What is being asked
Please retype the entries below exactly, only from their first line through the line containing "--surface:#231610; --page:#2f231e; --text:#f1f3f6;", leaving every picture out.

Available data
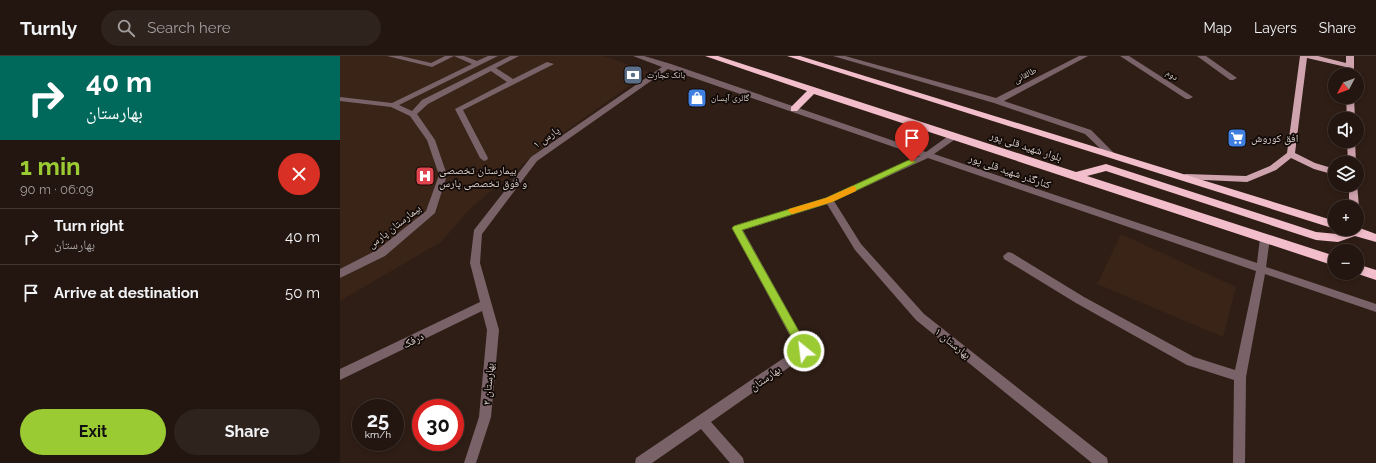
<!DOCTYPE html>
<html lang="en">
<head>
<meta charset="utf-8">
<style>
	:root { --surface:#231610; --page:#2f231e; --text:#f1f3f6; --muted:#a39f9f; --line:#403530; --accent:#9bcb33 }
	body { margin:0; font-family:Raleway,"Noto Naskh Arabic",sans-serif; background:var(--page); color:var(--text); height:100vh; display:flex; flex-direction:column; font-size:15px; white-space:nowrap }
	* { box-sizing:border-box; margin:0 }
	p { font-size:13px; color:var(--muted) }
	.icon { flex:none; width:22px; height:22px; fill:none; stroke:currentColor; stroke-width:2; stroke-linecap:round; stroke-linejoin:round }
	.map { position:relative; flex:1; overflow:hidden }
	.sheet { display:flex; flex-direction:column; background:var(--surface); width:340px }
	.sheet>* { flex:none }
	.guide { background:#00695c; color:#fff; overflow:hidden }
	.needle { width:26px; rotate:229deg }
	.tools { position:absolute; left:988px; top:12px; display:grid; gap:8px }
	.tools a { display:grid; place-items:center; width:36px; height:36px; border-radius:50%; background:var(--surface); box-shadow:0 2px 6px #0003,0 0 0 1px var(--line); font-size:20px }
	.speed { position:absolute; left:12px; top:343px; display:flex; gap:8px; font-size:20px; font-weight:700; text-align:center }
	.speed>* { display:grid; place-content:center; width:52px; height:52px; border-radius:50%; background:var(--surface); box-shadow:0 2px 6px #0003,0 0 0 1px var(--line); line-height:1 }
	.speed small { font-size:10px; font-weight:400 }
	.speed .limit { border:6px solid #d22; background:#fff; color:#111 }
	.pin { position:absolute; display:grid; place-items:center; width:34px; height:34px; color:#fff; margin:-41px -17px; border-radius:50% 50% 50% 0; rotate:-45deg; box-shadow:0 0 4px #0007 }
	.pin .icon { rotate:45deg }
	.me { position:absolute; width:44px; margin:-22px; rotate:331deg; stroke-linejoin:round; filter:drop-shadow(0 0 3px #0008) }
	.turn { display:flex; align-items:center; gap:14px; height:84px; padding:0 20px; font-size:18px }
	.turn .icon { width:52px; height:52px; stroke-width:2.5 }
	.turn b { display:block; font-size:28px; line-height:34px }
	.round { display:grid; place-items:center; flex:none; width:42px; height:42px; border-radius:21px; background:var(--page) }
	.headline { display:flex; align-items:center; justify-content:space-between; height:68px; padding:0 20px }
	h1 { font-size:24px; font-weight:700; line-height:30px; color:var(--accent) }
	.primary-button { display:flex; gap:8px; margin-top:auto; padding:8px 20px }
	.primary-button a { flex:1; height:46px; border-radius:24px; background:var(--accent); color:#111; font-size:16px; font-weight:700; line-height:46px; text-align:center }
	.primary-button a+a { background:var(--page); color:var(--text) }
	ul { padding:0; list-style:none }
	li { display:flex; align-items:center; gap:12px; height:56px; padding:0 20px; border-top:1px solid var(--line) }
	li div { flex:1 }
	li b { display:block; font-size:15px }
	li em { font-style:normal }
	header { display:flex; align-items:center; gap:24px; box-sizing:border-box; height:56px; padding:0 20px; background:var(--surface); border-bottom:1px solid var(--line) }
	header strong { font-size:19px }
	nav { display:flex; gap:22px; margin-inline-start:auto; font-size:14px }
	.search { width:280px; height:36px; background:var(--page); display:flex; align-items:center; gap:10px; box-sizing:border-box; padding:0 14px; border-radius:22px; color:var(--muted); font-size:15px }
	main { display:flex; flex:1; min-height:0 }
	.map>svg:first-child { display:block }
</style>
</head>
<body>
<header>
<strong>Turnly</strong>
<div class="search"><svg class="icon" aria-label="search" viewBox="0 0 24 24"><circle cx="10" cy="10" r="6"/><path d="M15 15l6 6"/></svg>Search here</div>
<nav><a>Map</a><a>Layers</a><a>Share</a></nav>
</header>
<main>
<section class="sheet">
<div class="guide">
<div class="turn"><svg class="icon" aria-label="right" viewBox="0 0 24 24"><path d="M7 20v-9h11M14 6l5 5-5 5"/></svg><div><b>40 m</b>بهارستان</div></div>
</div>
<div class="headline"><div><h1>1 min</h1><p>90 m · 06:09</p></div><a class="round" style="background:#d93025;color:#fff"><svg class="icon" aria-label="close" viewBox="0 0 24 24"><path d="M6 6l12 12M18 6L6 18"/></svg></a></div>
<ul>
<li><svg class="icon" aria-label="right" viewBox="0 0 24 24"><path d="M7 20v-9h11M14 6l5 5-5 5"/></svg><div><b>Turn right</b><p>بهارستان</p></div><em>40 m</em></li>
<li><svg class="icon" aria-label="arrive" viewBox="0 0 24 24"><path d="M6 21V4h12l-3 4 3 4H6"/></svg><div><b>Arrive at destination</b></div><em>50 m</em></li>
</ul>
<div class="primary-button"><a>Exit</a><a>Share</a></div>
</section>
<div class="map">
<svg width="1036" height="407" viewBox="0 0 1036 407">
	<rect width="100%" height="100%" fill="#2f1e15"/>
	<path fill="#3a2317" d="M0,0h264l45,16 -103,73 -74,62 -31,35 -101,59z
		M781,178l115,53 -13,50 -126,-53z"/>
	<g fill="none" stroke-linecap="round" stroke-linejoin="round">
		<path fill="#796369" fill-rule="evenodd" d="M47,0h14l30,7 14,-7h9l-22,11z
			M114,0h10l13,5 11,-5h10l-99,49 13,6 10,-11 88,-44h9l-23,12 17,11 34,-17 7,2 -91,46 25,48 -1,2 -3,1 -4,-3 -25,-49 52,-27 -16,-11 -63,33 -11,10 18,26 12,35 -12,38 -50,43 -45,22v-9l37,-19 49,-39 13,-36 -12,-35 -17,-24 -19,-9 -51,-6v-4l52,6 80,-39z
			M293,0h11l27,8 255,88 25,-18h6v4l-23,16 323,109 3,-25 5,-4 3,1 2,3 -4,29 110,37v8l-111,-38 -19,103 -1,86h-12l1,-83 -47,-15 -111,-62 -72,-44 -1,-3 5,-4 4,1 72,44 110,60 41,13 21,-99 -328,-113 -94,43 27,43 63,70 183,144 1,5h-16l-176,-143 -61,-70 -28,-46 -84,26 67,121 -2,3 -97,68 32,36 1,5h-14l-29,-34 -49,34h-17l1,-5 161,-109 -65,-121 2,-2 92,-28 94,-42 -252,-87 -131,92 -55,73 -2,29 19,67 -8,87 -15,46h-12l15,-46 8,-87 -5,-19 -142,69v-11l140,-67 -10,-39 4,-33 57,-73 131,-90z
			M493,0h12l151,42 83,-42h9l-84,45 87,29 24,24 -4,3 -3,-1 -23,-22 -91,-31z
			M780,0h9l64,41 -4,2h-3z
			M857,0h9l31,22 -4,2h-3z"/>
		<path fill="#d0a4af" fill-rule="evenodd" d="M960,0h18l28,7v-7h8v19h-8v-8l-39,-9 -12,95 20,10 20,6v6l-21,-6 -23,-11 -15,12 -29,12 -64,-3 -1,-2 1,-2 3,-1 60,2 24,-10 17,-13z
			M1006,41h8l1,22h-8z
			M1007,85h8l1,22h-8z
			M1017,128l2,23 -2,2v-2h-8v-22z"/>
		<path fill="#f3becb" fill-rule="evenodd" d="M365,0h13l358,116 30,-8 210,68 21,2 7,-3 -1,-2h14v-2l19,7v8l-21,-6 -17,6 -22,-2 -210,-69 -19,5 248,80v10l-521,-172 -17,17h-6v-4l16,-16z
			M447,0h13l535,165v8z
			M1017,208l19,6v10l-21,-7h2z"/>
	</g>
	<path fill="#9bcb33" stroke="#658421" d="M569,104h3l4,2 -84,40 -90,28 68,121 -6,4 -3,-1 -69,-126 2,-2 92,-28z"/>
	<path fill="#f59e0b" d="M513,130l3,1v4l-24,11 -40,12 -4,-3 1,-2 37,-11z"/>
	<defs>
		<g id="bank-square" transform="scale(1)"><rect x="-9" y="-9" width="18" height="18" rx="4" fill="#5c6f8a" stroke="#120a07"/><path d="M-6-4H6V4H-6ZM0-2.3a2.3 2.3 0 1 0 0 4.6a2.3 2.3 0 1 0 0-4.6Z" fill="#fff"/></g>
		<g id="shop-square" transform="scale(1)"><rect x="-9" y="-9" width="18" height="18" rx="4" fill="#3f7fe0" stroke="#120a07"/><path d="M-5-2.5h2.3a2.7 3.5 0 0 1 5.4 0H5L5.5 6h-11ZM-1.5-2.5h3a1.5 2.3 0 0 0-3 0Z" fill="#fff"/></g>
		<g id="supermarket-square" transform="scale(1)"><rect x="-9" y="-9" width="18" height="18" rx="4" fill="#3f7fe0" stroke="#120a07"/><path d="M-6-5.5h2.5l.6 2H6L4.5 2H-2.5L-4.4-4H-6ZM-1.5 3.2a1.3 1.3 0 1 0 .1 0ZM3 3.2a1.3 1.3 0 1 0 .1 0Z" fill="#fff"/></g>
		<g id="hospital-square" transform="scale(1)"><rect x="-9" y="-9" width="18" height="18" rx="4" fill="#e0444e" stroke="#120a07"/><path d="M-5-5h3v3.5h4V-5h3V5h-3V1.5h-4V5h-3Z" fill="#fff"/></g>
	</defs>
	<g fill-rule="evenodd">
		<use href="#bank-square" x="293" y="19"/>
		<use href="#shop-square" x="357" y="42"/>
		<use href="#supermarket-square" x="897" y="82"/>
		<use href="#hospital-square" x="85" y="120"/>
	</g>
	<g text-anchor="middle" stroke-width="3.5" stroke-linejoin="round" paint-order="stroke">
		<g font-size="9" fill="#dbcfc9" stroke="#120a07" text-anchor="start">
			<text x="307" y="22">بانک تجارت</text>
			<text x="371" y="45">گالری آیسان</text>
		</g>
		<g font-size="9" fill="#dbcfc9" stroke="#120a07">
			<text transform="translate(685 19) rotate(-28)" y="3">طالقانی</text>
			<text transform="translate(832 19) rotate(32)" y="3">دوم</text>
		</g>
		<g font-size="11" fill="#dbcfc9" stroke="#120a07">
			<text transform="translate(206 81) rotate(-35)" y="4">پارس ۱</text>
			<text transform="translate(686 90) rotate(18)" y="4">بلوار شهید قلی پور</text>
			<text transform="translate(670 115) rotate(19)" y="4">کنارگذر شهید قلی پور</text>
			<text transform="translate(54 170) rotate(-38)" y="4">بیمارستان پارس</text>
			<text transform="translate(73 284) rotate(-26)" y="4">درفک</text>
			<text transform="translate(613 287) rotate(39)" y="4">بهارستان ۱</text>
			<text transform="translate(425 322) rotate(-35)" y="4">بهارستان</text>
			<text transform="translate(148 328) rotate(-85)" y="4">بهارستان ۲</text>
		</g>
		<g font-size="11" fill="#dbcfc9" stroke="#120a07" text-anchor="start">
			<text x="911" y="86">افق کوروش</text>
			<text x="99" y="118">بیمارستان تخصصی<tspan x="99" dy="13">و فوق تخصصی پارس</tspan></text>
		</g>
	</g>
</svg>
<div class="tools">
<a><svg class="needle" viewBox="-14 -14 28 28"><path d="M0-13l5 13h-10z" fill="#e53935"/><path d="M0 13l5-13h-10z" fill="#a39f9f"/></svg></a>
<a><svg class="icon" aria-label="sound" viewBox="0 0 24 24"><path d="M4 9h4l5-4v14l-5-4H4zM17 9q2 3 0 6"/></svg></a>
<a><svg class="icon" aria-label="layers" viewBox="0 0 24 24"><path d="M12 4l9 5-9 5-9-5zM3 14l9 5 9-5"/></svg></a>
<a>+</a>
<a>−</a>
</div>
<div class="speed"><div>25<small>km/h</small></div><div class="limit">30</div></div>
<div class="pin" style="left:572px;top:106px;background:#d93025"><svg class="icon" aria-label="arrive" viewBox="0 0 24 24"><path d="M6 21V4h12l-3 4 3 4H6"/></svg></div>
<svg class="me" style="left:464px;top:295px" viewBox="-20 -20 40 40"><circle r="17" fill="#9bcb33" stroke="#fff" stroke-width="3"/><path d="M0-11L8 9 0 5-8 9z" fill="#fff"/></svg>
</div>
</main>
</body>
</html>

Answer box
<!DOCTYPE html>
<html lang="en">
<head>
<meta charset="utf-8">
<style>
	:root { --surface:#231610; --page:#2f231e; --text:#f1f3f6; --muted:#a39f9f; --line:#403530; --accent:#9bcb33 }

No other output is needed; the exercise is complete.